Torniamo alla Roma, che definire una squadra allo sbando è eccessivo, ma che ha assolutamente bisogno di certezze, ed anche forti. Si parla continuamente delle eventuali cessioni dei vari Marquinhos, Lamela e De Rossi. Vero è che ne’ Sabatini ne’ chiunque altro hanno smentito o confermato, ma dare dei segnali importanti, dichiarando l’incedibilità dei tre, sarebbe cosa buona e giusta. Perchè se la Roma vuole essere grande, non può prescindere da calciatori come quelli sopracitati. Intanto la questione Osvaldo rischia di diventare grottesca: è stato sin qui accostato ad una decina di squadre, ma non lo si riesce a piazzare. Ed un bravo dirigente è tale nel momento in cui non solo acquista ma anche vende bene. Ed il capitolo portiere? Meglio stendere un velo pietoso: sbolognato troppo in fretta Stekelenburg, sono circolati i nomi di Rafael, Sorrentino, Viviano, Julio Cesar e adesso De Sanctis, prossimo ai 37 anni.
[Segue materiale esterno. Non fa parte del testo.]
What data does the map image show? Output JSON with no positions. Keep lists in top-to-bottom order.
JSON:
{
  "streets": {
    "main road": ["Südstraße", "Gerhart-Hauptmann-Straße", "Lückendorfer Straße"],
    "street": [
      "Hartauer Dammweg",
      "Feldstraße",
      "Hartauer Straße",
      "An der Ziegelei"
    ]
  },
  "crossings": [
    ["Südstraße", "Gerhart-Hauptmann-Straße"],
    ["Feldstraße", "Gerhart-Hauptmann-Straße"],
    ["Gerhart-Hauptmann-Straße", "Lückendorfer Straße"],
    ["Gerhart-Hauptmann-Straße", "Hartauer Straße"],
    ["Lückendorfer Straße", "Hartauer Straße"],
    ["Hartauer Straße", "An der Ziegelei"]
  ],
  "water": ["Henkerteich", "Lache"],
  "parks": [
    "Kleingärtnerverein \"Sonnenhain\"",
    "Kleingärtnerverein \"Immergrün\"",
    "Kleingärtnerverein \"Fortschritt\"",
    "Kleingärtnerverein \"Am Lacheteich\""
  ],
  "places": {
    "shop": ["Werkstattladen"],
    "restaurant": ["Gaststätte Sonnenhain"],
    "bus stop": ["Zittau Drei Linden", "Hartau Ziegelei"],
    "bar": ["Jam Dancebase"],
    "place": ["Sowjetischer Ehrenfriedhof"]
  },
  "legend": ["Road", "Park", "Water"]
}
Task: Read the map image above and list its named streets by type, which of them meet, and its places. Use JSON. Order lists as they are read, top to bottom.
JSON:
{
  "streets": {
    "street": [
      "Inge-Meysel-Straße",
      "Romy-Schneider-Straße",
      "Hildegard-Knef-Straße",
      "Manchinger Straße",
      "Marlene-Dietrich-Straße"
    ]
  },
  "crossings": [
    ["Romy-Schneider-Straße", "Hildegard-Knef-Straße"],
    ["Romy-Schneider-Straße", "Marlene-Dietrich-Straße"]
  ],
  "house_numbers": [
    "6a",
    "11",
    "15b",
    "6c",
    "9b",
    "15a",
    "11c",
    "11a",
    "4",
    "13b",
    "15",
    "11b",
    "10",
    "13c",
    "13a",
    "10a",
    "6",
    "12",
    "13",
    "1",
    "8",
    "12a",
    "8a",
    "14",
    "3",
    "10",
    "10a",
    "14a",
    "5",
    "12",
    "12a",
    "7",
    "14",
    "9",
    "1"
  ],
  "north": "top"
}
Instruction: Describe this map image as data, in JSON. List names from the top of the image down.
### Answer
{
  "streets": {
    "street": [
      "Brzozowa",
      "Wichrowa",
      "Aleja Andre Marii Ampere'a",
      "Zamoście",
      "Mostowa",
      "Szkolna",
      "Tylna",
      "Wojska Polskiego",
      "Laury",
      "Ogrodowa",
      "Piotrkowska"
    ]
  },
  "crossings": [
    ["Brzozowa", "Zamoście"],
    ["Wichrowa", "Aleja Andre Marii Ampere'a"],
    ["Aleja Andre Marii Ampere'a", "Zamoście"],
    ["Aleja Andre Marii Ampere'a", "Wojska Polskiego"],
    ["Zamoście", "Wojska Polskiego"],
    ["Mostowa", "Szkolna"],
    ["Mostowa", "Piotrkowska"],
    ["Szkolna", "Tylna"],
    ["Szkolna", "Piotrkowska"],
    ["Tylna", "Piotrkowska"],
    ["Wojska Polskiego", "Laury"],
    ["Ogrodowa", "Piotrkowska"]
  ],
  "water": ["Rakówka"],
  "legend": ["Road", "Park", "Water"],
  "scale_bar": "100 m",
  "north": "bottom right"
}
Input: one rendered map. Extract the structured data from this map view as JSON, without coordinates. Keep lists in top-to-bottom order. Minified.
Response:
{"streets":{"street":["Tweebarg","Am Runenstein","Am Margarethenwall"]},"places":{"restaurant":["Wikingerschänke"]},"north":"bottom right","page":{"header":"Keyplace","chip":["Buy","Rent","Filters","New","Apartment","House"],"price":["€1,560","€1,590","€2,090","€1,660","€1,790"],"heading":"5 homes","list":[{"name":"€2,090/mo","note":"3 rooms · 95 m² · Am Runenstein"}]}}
Fatti – eufemismo – che si commentano da sè. Come il costante e vano inseguimento a Nainggolan, destinato all’Inter, una società che certo non ha a disposizione più denaro di quello dei giallorossi.
Insomma, forse i vari Mazzarri ed Allegri, che hanno preferito Inter e Milan alla Roma, non avevano poi tanto torto. Siamo di fronte ad una società che sta peccando gravemente di apatia, che non sta concludendo nessuno acquisto e che sta invece contribuendo a creare un enorme senso di instabilità attorno alla squadra. Eppure, se i soldi ci sono, non dovrebbe essere tutto così complicato. Adesso si ceda chi và ceduto: il riferimento è ai vari Castan, Pjanic ed Osvaldo, che hanno parecchio mercato. E si comprino dei giocatori che siano funzionali ed utili al progetto tattico di Garcia che, probabilmente, sta già rimpiangendo i tranquilli contorni di Lille: si sta parlando con insistenza di Strootman, e portarlo nella Capitale riabiliterebbe un dirigente bravo come Sabatini che, per adesso, è in pieno stato confusionale. La Juve compra e non si ferma, l’Inter sta operando diligentemente, la Fiorentina sta diventando la seconda forza del campionato, e persino la Lazio si sta rendendo protagonista di un buon calciomercato. E la Roma? Dorme, e tutto ciò la piazza giallorossa non lo merita. Forse che gli americani, a Roma, sarebbe stato meglio se non fossero mai arrivati?